> _Problem description_
Except for the pictures, retype the records that follow exactly.

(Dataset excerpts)
═══

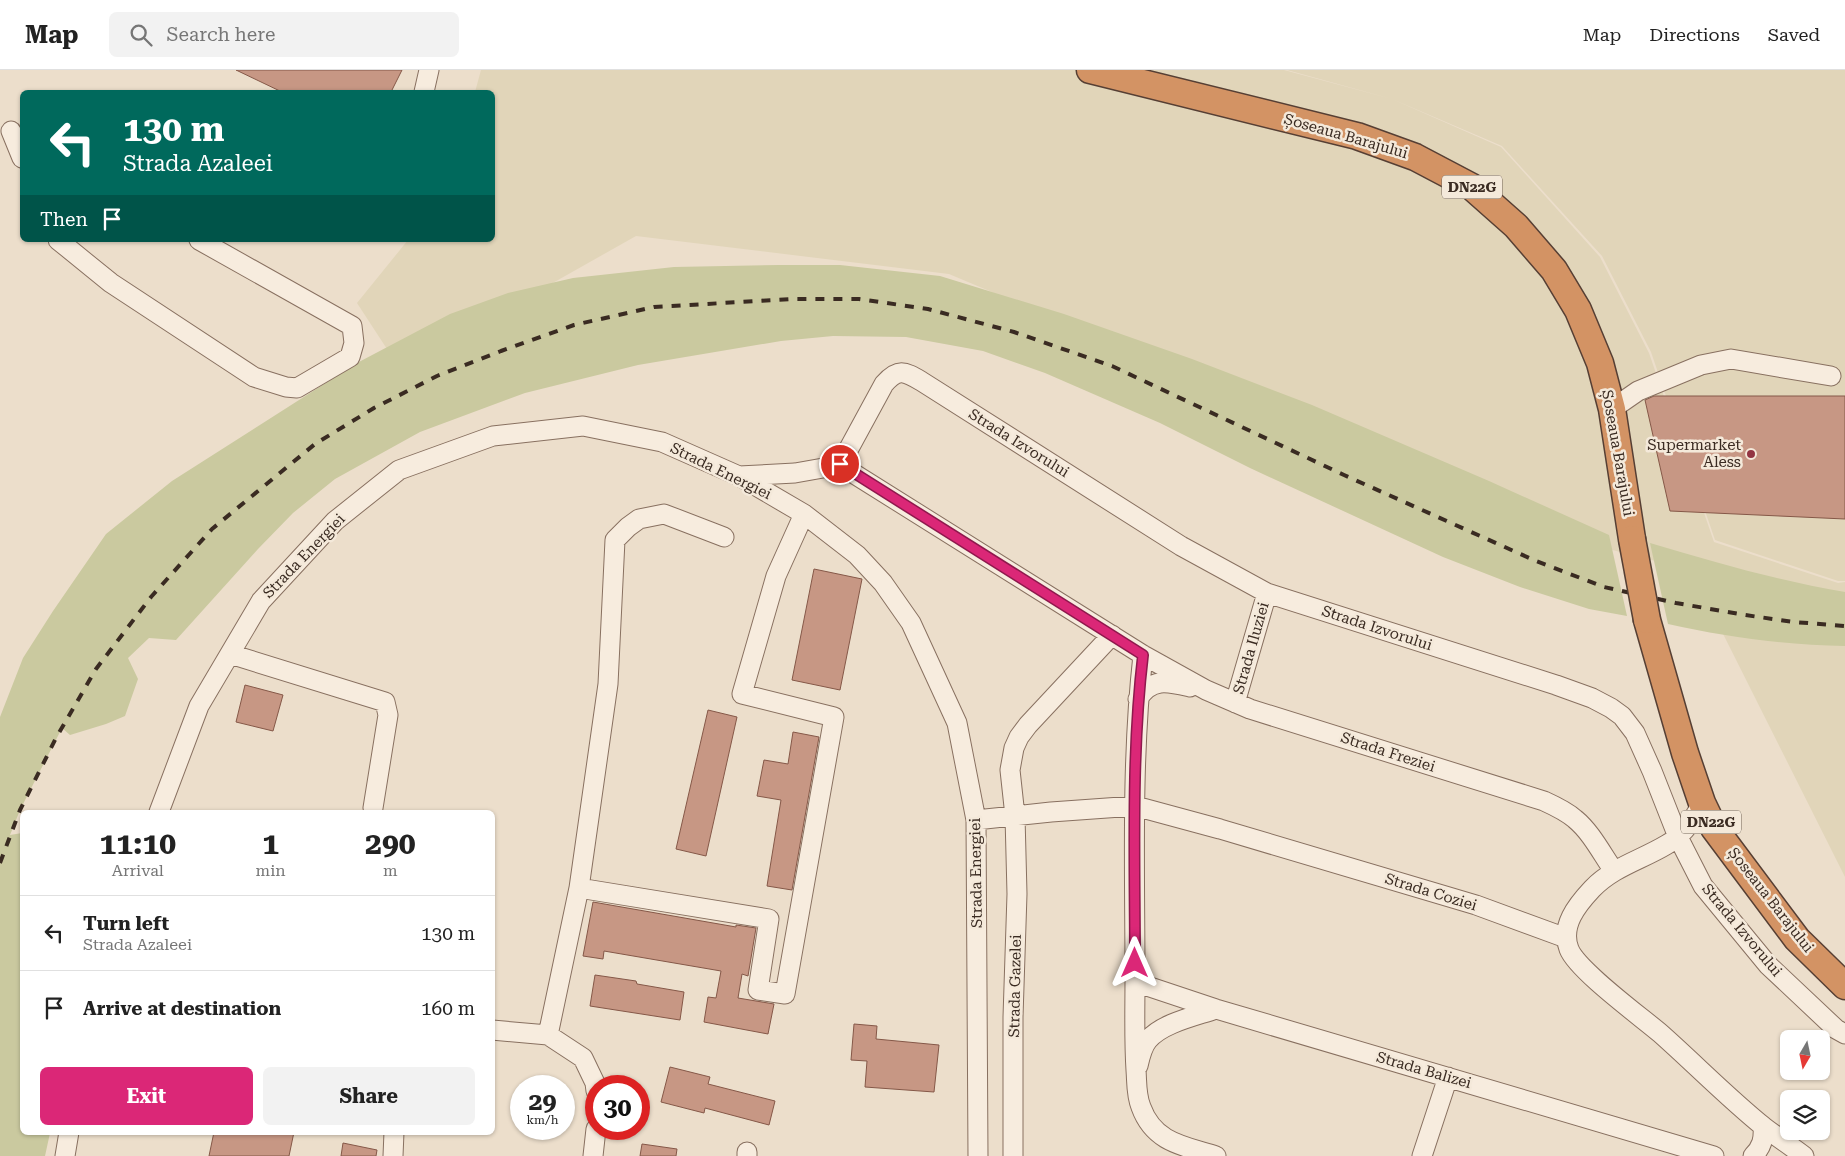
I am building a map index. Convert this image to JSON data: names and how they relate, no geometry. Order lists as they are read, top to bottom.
{
  "streets": {
    "highway": ["Șoseaua Barajului", "DN22G"],
    "street": [
      "Strada Izvorului",
      "Strada Energiei",
      "Strada Iluziei",
      "Strada Freziei",
      "Strada Coziei",
      "Strada Gazelei",
      "Strada Balizei"
    ]
  },
  "crossings": [
    ["Strada Izvorului", "Strada Iluziei"],
    ["Strada Izvorului", "Strada Freziei"],
    ["Strada Energiei", "Strada Coziei"],
    ["Strada Iluziei", "Strada Freziei"],
    ["Strada Freziei", "Strada Gazelei"],
    ["Strada Coziei", "Strada Gazelei"]
  ],
  "places": ["Supermarket Aless"],
  "north": "bottom",
  "page": {
    "header": "Map",
    "search": "Search here",
    "nav": ["Map", "Directions", "Saved"],
    "turn": ["130 m", "Strada Azaleei"],
    "then": "Then",
    "eta": [
      "11:10",
      "Arrival",
      "1",
      "min",
      "290",
      "m"
    ],
    "list": [
      {
        "name": "Turn left",
        "note": "Strada Azaleei",
        "value": "130 m"
      },
      {
        "name": "Arrive at destination",
        "value": "160 m"
      }
    ],
    "buttons": ["Exit", "Share"],
    "speed": "29 km/h",
    "limit": "30"
  }
}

═══

> _Exercise solution_
I am building a map index. Convert this image to JSON data: names and how they relate, no geometry. Order lists as they are read, top to bottom.
{
  "streets": {
    "highway": ["Șoseaua Barajului", "DN22G"],
    "street": [
      "Strada Izvorului",
      "Strada Energiei",
      "Strada Iluziei",
      "Strada Freziei",
      "Strada Coziei",
      "Strada Gazelei",
      "Strada Balizei"
    ]
  },
  "crossings": [
    ["Strada Izvorului", "Strada Iluziei"],
    ["Strada Izvorului", "Strada Freziei"],
    ["Strada Energiei", "Strada Coziei"],
    ["Strada Iluziei", "Strada Freziei"],
    ["Strada Freziei", "Strada Gazelei"],
    ["Strada Coziei", "Strada Gazelei"]
  ],
  "places": ["Supermarket Aless"],
  "north": "bottom",
  "page": {
    "header": "Map",
    "search": "Search here",
    "nav": ["Map", "Directions", "Saved"],
    "turn": ["130 m", "Strada Azaleei"],
    "then": "Then",
    "eta": [
      "11:10",
      "Arrival",
      "1",
      "min",
      "290",
      "m"
    ],
    "list": [
      {
        "name": "Turn left",
        "note": "Strada Azaleei",
        "value": "130 m"
      },
      {
        "name": "Arrive at destination",
        "value": "160 m"
      }
    ],
    "buttons": ["Exit", "Share"],
    "speed": "29 km/h",
    "limit": "30"
  }
}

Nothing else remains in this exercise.